Soltei uma risada incrédula.

— Então explica para ele que ciúme não combina muito com abandono.

— Marina, fala sério. Você não gosta do Lucas.

Olhei para a sala.

Lucas estava no sofá, concentrado em algumas planilhas do trabalho.

— Você também dizia que não gostava do meu marido.

Fernanda desligou.

Naquela noite, pela primeira vez desde que Lucas se mudara para o apartamento, nós conversamos sobre o acordo que tínhamos feito.

— Acho que isso precisa acabar — falei.

Ele ficou imóvel.

— Você quer que eu vá embora?

— Não exatamente.

Respirei fundo.

— Quero que acabe a parte da vingança.

Lucas me observou com atenção.

— Continue.

— Nós começamos isso porque queríamos irritá-los. E funcionou. Só que eu percebi uma coisa.

— O quê?

— Se eu continuar tomando decisões pensando na reação do Rafael, ele ainda controla minha vida.

Lucas não respondeu imediatamente.

Depois assentiu.

— Eu pensei nisso também.

Olhei para ele.

— Se você quiser ficar aqui enquanto organiza sua separação, tudo bem. Você tem sido um bom amigo. Mas não quero fingir relacionamento. Não quero tirar foto para provocar ninguém.
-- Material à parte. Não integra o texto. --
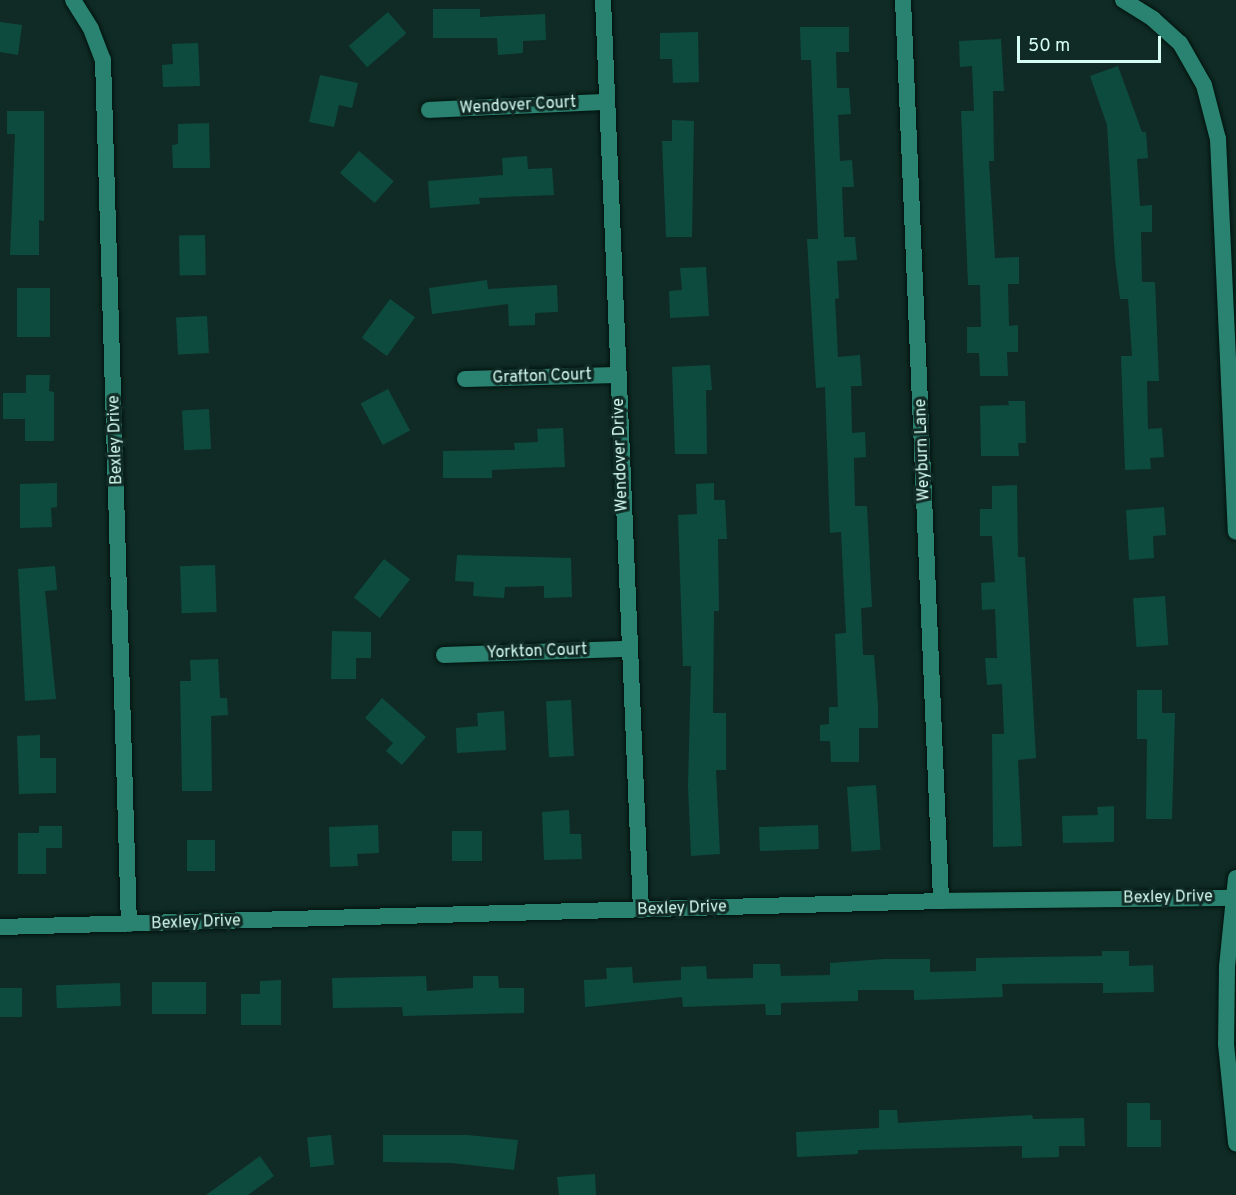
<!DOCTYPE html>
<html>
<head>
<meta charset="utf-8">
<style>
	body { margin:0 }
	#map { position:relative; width:1236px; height:1195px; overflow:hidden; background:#102b25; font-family:Overpass,sans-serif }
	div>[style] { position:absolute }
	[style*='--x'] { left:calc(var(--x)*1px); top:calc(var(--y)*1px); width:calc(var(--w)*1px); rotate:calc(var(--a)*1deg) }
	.building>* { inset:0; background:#0d4b3f; transform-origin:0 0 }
	.roads { filter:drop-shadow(0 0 2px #00130e) drop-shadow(0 0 2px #00130e) }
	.minor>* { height:16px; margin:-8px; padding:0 8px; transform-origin:8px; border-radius:8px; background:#2a8371 }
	span { translate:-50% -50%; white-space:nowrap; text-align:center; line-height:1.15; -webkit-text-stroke:6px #102b25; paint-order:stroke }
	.street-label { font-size:16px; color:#d5fdf2 }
	.scale { position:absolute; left:1017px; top:36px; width:144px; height:27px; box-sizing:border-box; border:3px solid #d5fdf2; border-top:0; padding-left:8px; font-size:18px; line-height:21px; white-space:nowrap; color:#d5fdf2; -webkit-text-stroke:4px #102b25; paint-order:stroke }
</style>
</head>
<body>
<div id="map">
	<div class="building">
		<div style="clip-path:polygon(433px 9px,480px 9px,480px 17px,545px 14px,546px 40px,523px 41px,523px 53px,498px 55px,497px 38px,433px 38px)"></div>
		<div style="left:388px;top:12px;width:28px;height:52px;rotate:49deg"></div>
		<div style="clip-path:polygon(0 22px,22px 25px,18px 55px,0 52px)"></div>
		<div style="clip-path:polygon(800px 27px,849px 27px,849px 52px,836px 52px,837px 88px,849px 88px,851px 114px,838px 115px,840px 161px,852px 160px,854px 187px,842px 187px,844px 237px,855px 237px,857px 260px,837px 261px,839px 298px,835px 299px,838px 357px,860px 355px,862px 386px,851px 386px,852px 433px,865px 432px,866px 457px,854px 458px,855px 506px,867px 506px,872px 607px,861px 608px,863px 655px,874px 655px,878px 706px,878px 728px,859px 728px,859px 762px,831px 762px,830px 741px,820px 741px,820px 725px,829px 724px,829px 707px,838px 707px,835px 634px,846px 633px,841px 532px,830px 533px,825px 387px,816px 388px,807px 239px,818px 239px,811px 60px,801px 60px)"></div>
		<div style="clip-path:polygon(698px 32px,699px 82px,673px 83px,672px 59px,660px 59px,660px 33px)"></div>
		<div style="clip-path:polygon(1001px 39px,1004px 91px,993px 91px,994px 161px,989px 161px,995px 258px,1019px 257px,1019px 284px,1008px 284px,1009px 326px,1018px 325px,1018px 352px,1007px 352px,1008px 376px,980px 376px,979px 353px,967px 353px,967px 327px,981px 327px,980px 285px,968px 285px,961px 111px,974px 111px,972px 66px,960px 67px,959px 41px)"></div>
		<div style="clip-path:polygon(198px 43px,200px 86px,163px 87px,162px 65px,173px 64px,172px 44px)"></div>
		<div style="clip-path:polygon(1118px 66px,1142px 132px,1146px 132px,1148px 158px,1137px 159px,1140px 206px,1152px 205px,1152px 232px,1141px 232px,1142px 282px,1155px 282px,1159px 381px,1147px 381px,1148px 429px,1162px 428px,1164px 457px,1150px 458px,1151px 469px,1125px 470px,1121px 356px,1132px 356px,1128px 299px,1120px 299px,1115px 259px,1107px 125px,1090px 76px)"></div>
		<div style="clip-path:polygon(320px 75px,358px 83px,352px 108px,339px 105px,334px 127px,309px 122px)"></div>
		<div style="clip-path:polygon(7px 111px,44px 111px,44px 221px,39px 220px,39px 255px,10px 255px,15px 134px,7px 134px)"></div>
		<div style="clip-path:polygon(672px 120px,694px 121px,692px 237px,666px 237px,662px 141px,672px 141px)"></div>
		<div style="clip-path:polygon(209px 123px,210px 168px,173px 168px,172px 145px,178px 144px,178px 124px)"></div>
		<div style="left:359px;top:151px;width:46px;height:29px;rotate:41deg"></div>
		<div style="clip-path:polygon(527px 156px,528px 169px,552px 168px,554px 195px,479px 198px,480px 204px,430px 208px,428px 181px,503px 175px,502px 158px)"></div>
		<div style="left:205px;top:235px;width:40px;height:26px;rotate:89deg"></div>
		<div style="clip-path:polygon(706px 267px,709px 316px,670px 318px,669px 291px,682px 290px,680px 268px)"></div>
		<div style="clip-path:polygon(487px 280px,488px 289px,557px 285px,558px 312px,535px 313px,535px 325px,509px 326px,508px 304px,432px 314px,429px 288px)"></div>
		<div style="left:17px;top:288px;width:33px;height:49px"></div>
		<div style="left:390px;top:299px;width:31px;height:48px;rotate:36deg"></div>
		<div style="left:207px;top:316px;width:37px;height:31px;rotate:87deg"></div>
		<div style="clip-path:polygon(710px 365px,712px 390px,706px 390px,707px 454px,675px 454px,672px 367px)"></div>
		<div style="clip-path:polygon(26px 375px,50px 375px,49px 391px,54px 392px,54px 441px,25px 441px,25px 419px,3px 419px,3px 393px,26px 393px)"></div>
		<div style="left:388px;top:389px;width:47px;height:31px;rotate:62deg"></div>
		<div style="clip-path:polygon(1008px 401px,1025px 401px,1026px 443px,1018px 443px,1019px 456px,981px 456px,980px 406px,1009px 405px)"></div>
		<div style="left:209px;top:409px;width:40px;height:27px;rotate:87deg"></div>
		<div style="clip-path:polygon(563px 428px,565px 467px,492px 470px,492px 478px,443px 478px,443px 451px,515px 450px,514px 443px,538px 442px,537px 429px)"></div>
		<div style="clip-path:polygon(57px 483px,57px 507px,51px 508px,52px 527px,20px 528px,20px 484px)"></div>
		<div style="clip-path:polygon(714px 483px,714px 500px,725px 500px,727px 539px,718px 539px,719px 611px,714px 611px,713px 713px,726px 713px,726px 770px,716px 770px,720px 854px,691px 856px,688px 786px,691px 666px,683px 666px,678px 515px,697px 514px,696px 484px)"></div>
		<div style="clip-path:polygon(1017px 485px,1018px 557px,1025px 557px,1036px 758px,1018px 760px,1022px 846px,993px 847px,992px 734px,1004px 734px,1002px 684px,987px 685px,985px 658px,997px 658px,995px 609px,982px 610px,981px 583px,995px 582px,992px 536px,980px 536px,980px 509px,992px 509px,992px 486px)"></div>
		<div style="clip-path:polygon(1164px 507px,1166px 535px,1153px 536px,1154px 558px,1129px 560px,1126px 510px)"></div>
		<div style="clip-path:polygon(457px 555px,571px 558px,572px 597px,544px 598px,544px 586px,505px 587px,504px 598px,473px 596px,474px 582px,455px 581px)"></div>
		<div style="left:384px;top:559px;width:33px;height:49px;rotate:38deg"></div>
		<div style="left:215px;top:565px;width:47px;height:35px;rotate:88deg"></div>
		<div style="clip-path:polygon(55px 566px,57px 590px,45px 591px,56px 699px,25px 701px,18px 569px)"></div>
		<div style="left:1165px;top:596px;width:49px;height:32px;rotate:86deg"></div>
		<div style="clip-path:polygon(332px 631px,371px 632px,371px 658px,356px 658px,356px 679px,331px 679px)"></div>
		<div style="clip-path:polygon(218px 659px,220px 698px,227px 698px,228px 715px,211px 716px,212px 791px,182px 791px,180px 681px,191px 681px,190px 660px)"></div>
		<div style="clip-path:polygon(1137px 690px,1162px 690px,1162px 713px,1175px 713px,1172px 819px,1146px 819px,1147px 739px,1137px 739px)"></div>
		<div style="clip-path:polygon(382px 698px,426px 737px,402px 765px,386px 751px,393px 743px,365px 718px)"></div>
		<div style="left:571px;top:700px;width:56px;height:25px;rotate:87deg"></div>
		<div style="clip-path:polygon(504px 711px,506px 750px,457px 753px,456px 728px,478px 726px,477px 713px)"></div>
		<div style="clip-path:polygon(40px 735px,40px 758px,56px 758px,56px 793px,19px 794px,17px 736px)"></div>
		<div style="left:876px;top:785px;width:65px;height:29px;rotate:86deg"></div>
		<div style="clip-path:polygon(1114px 806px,1114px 842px,1063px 843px,1062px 816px,1098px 815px,1097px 807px)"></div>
		<div style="clip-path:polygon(569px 810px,570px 834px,581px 834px,582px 859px,544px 860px,542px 812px)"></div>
		<div style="clip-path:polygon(378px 825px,379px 853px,357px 854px,358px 866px,330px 867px,329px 827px)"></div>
		<div style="left:818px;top:825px;width:24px;height:59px;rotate:88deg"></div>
		<div style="clip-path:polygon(39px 826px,62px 826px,62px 848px,46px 848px,46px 874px,18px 874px,18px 833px,39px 833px)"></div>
		<div style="left:452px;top:831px;width:30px;height:30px"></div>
		<div style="left:187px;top:840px;width:28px;height:31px"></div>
		<div style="clip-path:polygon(1102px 951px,1129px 951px,1129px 966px,1153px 965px,1154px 992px,1103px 993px,1103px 983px,1002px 984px,1003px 997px,914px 1000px,914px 990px,858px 990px,858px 1001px,781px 1003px,781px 1015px,766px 1015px,765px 1004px,683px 1007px,682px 997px,585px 1007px,584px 980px,607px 979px,606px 968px,632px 967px,633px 983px,681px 980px,681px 967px,706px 966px,707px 979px,753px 978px,753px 964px,780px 964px,781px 976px,830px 975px,830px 963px,884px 959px,930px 959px,930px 972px,976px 971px,976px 958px,1102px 956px)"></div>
		<div style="clip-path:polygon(426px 976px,427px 991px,473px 988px,473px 976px,498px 976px,499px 988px,524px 988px,524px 1013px,403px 1016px,402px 1007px,333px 1008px,332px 978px)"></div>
		<div style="clip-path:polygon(281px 980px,281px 1025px,241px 1025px,241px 994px,260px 994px,260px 981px)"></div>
		<div style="left:206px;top:982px;width:32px;height:54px;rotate:90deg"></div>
		<div style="left:120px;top:983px;width:23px;height:64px;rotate:88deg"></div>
		<div style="left:0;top:988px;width:22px;height:29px"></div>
		<div style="clip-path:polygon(1127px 1103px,1150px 1103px,1150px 1120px,1161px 1120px,1161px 1147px,1127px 1147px)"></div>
		<div style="clip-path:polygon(879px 1110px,897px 1110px,898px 1123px,1032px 1115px,1033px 1119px,1084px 1118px,1085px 1146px,1059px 1146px,1059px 1157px,1022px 1158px,1022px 1146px,858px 1150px,858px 1154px,797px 1157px,796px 1132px,879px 1128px)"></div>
		<div style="left:331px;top:1135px;width:30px;height:24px;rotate:84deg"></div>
		<div style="clip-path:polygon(383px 1135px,467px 1135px,518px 1140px,514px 1170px,451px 1163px,383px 1162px)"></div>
		<div style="clip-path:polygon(260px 1156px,274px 1176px,248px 1195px,206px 1195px)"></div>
		<div style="clip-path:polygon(595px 1174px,596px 1195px,559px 1195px,557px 1177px)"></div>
	</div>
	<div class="roads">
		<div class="minor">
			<div style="--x:73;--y:0;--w:34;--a:58"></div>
			<div style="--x:91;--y:29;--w:33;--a:69"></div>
			<div style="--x:103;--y:60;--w:864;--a:88.28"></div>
			<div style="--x:603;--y:0;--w:911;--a:87.61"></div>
			<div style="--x:903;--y:0;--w:902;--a:87.58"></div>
			<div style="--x:1123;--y:0;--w:36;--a:32"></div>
			<div style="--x:1153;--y:19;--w:36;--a:42"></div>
			<div style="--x:1180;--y:43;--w:48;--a:60.3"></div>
			<div style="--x:1204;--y:85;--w:56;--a:75.5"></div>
			<div style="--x:1218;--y:139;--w:393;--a:87.4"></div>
			<div style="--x:429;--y:110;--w:177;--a:-2.6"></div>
			<div style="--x:465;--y:379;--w:153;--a:-1.5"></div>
			<div style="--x:444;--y:655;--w:185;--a:-1.9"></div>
			<div style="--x:1236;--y:878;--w:89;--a:95.8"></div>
			<div style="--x:1227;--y:967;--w:77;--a:90.7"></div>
			<div style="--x:1226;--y:1044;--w:100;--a:84.2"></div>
			<div style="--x:0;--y:927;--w:941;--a:-1.58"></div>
			<div style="--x:941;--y:901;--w:293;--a:-0.6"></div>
		</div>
	</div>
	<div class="street-label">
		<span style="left:518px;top:106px;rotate:-3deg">Wendover Court</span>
		<span style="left:542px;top:377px;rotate:-2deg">Grafton Court</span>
		<span style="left:116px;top:440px;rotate:-92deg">Bexley Drive</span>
		<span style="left:923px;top:450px;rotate:-92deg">Weyburn Lane</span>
		<span style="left:621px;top:455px;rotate:-92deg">Wendover Drive</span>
		<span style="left:537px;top:652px;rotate:-2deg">Yorkton Court</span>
		<span style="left:1168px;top:898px;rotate:-1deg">Bexley Drive</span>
		<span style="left:682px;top:909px;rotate:-2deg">Bexley Drive</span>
		<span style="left:196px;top:923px;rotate:-2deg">Bexley Drive</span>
	</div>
	<div class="scale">50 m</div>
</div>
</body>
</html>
Não quero escolher meu futuro com base no passado deles.

Lucas deixou escapar um sorriso discreto.

— Acho que essa foi a coisa mais sensata que alguém disse nesta casa desde que eu cheguei.

— Inclusive você?

— Principalmente eu.

Sorri.

Foi um sorriso pequeno, mas verdadeiro.

As semanas seguintes foram menos dramáticas do que eu esperava.

Meu pai se recuperou gradualmente.

Voltei à rotina no trabalho.

A separação começou a andar.

Lucas também iniciou o processo dele com Fernanda.
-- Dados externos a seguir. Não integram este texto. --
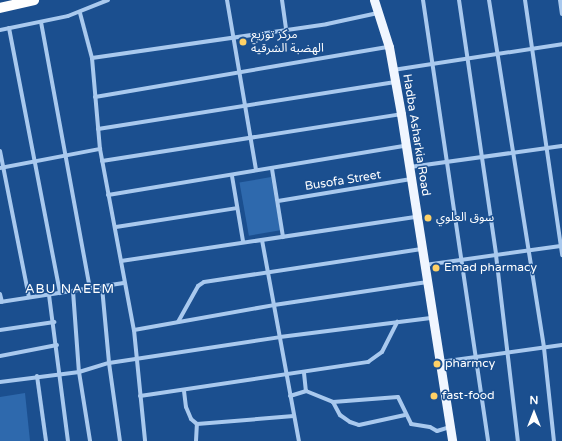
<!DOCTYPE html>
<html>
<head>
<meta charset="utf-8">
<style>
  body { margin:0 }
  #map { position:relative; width:562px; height:441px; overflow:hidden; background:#1b4f8f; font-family:"Varela Round","Noto Sans Arabic",sans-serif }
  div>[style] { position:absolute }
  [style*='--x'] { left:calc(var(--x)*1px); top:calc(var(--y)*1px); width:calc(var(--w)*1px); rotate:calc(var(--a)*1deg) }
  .green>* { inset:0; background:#2e69ad; transform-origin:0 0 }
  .street>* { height:4px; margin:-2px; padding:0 2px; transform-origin:2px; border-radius:2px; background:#a9c9ee }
  .primary>* { height:9px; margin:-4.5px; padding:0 4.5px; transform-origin:4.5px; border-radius:4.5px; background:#f0f6ff }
  .highway>* { height:10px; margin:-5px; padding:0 5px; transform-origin:5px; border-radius:5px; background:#fff }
  .dots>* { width:11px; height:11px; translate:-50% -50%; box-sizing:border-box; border:2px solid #1b4f8f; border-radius:50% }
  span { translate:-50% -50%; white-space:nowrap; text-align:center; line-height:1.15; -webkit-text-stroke:3px #1b4f8f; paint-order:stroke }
  .poi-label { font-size:12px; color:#fff }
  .left { translate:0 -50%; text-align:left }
  .street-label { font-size:12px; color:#fff }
  .neighbourhood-label { font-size:13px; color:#fff; letter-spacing:1px }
  .north { position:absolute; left:514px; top:393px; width:40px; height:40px; -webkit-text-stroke:3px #1b4f8f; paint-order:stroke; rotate:0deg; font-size:11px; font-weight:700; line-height:16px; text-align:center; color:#fff }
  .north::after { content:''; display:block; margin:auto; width:14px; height:18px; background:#fff; clip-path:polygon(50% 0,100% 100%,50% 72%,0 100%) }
</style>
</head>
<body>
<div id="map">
  <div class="green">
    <div style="left:271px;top:177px;width:54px;height:32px;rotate:80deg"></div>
    <div style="clip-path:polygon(25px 393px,30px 441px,0 441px,0 397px)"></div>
  </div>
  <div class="street">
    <div style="--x:227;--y:0;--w:172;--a:80.3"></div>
    <div style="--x:282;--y:0;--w:29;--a:82"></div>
    <div style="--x:423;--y:0;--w:446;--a:81.6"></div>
    <div style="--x:459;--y:0;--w:258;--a:81.7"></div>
    <div style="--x:496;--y:255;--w:187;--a:83.3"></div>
    <div style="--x:489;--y:0;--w:352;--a:81"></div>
    <div style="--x:544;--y:348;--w:94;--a:83.9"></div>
    <div style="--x:525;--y:0;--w:258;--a:81.7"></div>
    <div style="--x:560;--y:0;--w:14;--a:82"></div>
    <div style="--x:80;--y:13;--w:47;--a:75.1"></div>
    <div style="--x:92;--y:58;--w:91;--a:85"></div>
    <div style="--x:100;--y:149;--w:184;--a:79.4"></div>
    <div style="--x:134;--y:330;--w:112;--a:84.3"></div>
    <div style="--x:41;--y:22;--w:270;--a:79.6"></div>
    <div style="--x:9;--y:28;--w:270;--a:79.1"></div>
    <div style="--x:0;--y:30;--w:69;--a:-11.6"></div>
    <div style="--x:68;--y:16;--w:43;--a:-21.8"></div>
    <div style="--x:92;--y:58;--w:237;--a:-8.2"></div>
    <div style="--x:327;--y:24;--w:52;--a:-12.2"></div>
    <div style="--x:393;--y:70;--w:171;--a:-8.7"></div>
    <div style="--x:95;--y:97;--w:298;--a:-9.7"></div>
    <div style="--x:98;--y:129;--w:301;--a:-9"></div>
    <div style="--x:0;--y:151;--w:149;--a:78.8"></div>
    <div style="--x:102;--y:161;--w:303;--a:-8.9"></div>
    <div style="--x:410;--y:167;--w:153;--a:-7.9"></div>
    <div style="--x:0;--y:168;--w:102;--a:-10.8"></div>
    <div style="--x:272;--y:169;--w:69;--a:80.8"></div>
    <div style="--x:232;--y:176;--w:66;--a:80.4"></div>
    <div style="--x:108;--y:195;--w:301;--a:-9.4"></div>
    <div style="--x:278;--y:201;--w:135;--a:-9.4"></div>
    <div style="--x:116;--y:227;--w:122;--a:-8.9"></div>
    <div style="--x:262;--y:240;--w:204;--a:79.6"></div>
    <div style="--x:121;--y:261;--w:299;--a:-8.5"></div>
    <div style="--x:425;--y:265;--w:137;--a:-8"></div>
    <div style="--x:102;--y:287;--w:76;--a:84.7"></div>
    <div style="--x:109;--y:363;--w:79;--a:82"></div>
    <div style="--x:73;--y:291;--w:81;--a:85.8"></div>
    <div style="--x:79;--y:372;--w:70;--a:80.9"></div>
    <div style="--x:0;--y:294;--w:8;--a:76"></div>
    <div style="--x:49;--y:295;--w:147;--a:82.6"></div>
    <div style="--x:0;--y:302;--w:125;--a:-8.7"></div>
    <div style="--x:178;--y:322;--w:41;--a:-60.9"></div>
    <div style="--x:198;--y:286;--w:7;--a:-34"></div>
    <div style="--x:204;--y:282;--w:220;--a:-8.6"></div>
    <div style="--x:0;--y:330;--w:55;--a:-8.4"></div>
    <div style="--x:134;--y:330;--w:142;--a:-10.1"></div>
    <div style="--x:274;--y:305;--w:155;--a:-8.5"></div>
    <div style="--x:0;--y:356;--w:58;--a:-10.9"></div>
    <div style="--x:440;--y:362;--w:123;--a:-7.9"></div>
    <div style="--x:304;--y:373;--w:18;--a:84"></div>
    <div style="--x:37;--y:376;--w:66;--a:82.1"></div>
    <div style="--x:0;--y:382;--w:80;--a:-7.2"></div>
    <div style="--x:79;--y:372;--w:31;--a:-17"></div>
    <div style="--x:109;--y:363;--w:173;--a:-8.6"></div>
    <div style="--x:280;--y:337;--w:152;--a:-7.2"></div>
    <div style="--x:184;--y:391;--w:16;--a:83"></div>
    <div style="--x:186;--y:407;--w:13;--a:67"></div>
    <div style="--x:191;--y:419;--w:8;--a:40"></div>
    <div style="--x:197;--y:424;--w:97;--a:-4.7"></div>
    <div style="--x:140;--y:396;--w:231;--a:-8.5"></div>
    <div style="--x:368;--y:362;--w:17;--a:-36"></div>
    <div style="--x:382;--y:352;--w:34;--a:-63"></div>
    <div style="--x:290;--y:396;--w:17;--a:-17"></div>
    <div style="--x:306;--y:391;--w:29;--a:22"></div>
    <div style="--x:333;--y:402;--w:65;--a:-4.4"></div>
    <div style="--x:398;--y:397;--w:30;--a:64"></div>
    <div style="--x:411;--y:424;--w:19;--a:9"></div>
    <div style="--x:430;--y:427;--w:8;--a:30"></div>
    <div style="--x:437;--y:431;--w:14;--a:-17"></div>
    <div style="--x:333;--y:402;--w:15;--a:62"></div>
    <div style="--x:340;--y:415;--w:12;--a:35"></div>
    <div style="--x:350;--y:422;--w:9;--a:18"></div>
    <div style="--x:359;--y:425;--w:47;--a:-12.3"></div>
    <div style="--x:196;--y:441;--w:17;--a:-87"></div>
  </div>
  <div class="primary">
    <div style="--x:374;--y:0;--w:49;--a:72.3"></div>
    <div style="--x:389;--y:47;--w:68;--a:79.8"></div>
    <div style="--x:401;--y:114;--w:331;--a:81.1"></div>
  </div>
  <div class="highway">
    <div style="--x:0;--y:8;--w:35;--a:-13"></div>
  </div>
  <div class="dots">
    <div style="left:243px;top:42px;background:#ffd166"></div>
    <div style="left:428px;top:218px;background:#ffd166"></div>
    <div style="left:436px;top:268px;background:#ffd166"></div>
    <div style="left:437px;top:364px;background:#ffd166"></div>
    <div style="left:434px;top:396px;background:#ffd166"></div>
  </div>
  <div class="poi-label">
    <span class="left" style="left:251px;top:42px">مركز توزيع<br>الهضبة الشرقية</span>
    <span class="left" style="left:436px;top:218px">سوق العلوي</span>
    <span class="left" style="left:444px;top:268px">Emad pharmacy</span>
    <span class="left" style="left:445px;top:364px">pharmcy</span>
    <span class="left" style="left:442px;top:396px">fast-food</span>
  </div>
  <div class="street-label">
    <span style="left:416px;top:135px;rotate:81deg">Hadba Asharkia Road</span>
    <span style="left:343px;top:181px;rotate:-9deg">Busofa Street</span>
  </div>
  <div class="neighbourhood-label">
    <span style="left:70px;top:289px">ABU NAEEM</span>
  </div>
  <div class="north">N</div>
</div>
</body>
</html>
Rafael tentou me ligar diversas vezes para conversar sobre “nós”.

Sempre que o assunto desviava para justificativas, eu encerrava.

Até que, numa sexta-feira à noite, ele apareceu outra vez.

Desta vez, sozinho.

Lucas ainda não tinha chegado.

Abri a porta, mas não deixei Rafael entrar.

Ele parecia acabado.

— Eu terminei com a Fernanda.

Meu peito apertou, mas não de esperança.

— Entendi.

— Foi um desastre, Marina.

— Isso não muda o que você fez.

— Eu sei.

Ele respirou fundo.

— Ela não era como eu imaginava.

Foi aí que alguma coisa dentro de mim endureceu.

— Não diga isso.

— O quê?

— Não transforme seu arrependimento em uma crítica a ela para parecer que o erro foi escolher a mulher errada.

Rafael me encarou.

— Eu não quis dizer…

— Você traiu sua esposa com a melhor amiga dela. O problema não é que Fernanda não correspondeu às suas expectativas. O problema é que você decidiu fazer isso.

Ele baixou o rosto.

Pela primeira vez, não tentou responder.

— Eu sinto falta de casa — disse finalmente.

— Eu também senti.

Ele levantou os olhos.

— Então talvez…

— Eu senti falta da casa que existia antes de descobrir que você mentia para mim. Essa casa não existe mais.

Os olhos dele ficaram úmidos.

— Marina, eu ainda amo você.

Meu coração doeu.

Não porque eu quisesse voltar.

Mas porque durante muitos anos eu havia desejado ouvir aquelas palavras.

Agora chegavam tarde demais.

— Talvez você ame o que perdeu.

Rafael apertou os lábios.

— Tem diferença?

— Tem muita.

Nesse momento, o elevador abriu.

Lucas saiu carregando a mochila de trabalho.

Parou quando nos viu.

Rafael virou para ele.

— Ótimo. Era você mesmo que eu queria encontrar.

Lucas ficou sério.

— Não estou interessado em brigar.

— A Fernanda quer voltar para você.

A frase caiu entre nós.

Lucas não mudou de expressão.

Rafael continuou:

— Ela disse que cometeu um erro. Que ainda ama você.

Lucas respirou fundo.

— E por que está me contando isso?

Rafael olhou para mim.

Foi naquele instante que entendi.

Ele tinha vindo até ali acreditando que, se Lucas aceitasse Fernanda de volta, eu talvez fizesse o mesmo com ele.

Como se nossos casamentos fossem peças que pudessem ser colocadas novamente nas posições anteriores.

Olhei para Lucas.

Ele olhou para mim.

Nenhum dos dois precisou dizer nada.

Rafael ainda acreditava que a decisão estava nas mãos dele.

E eu estava prestes a mostrar que não estava.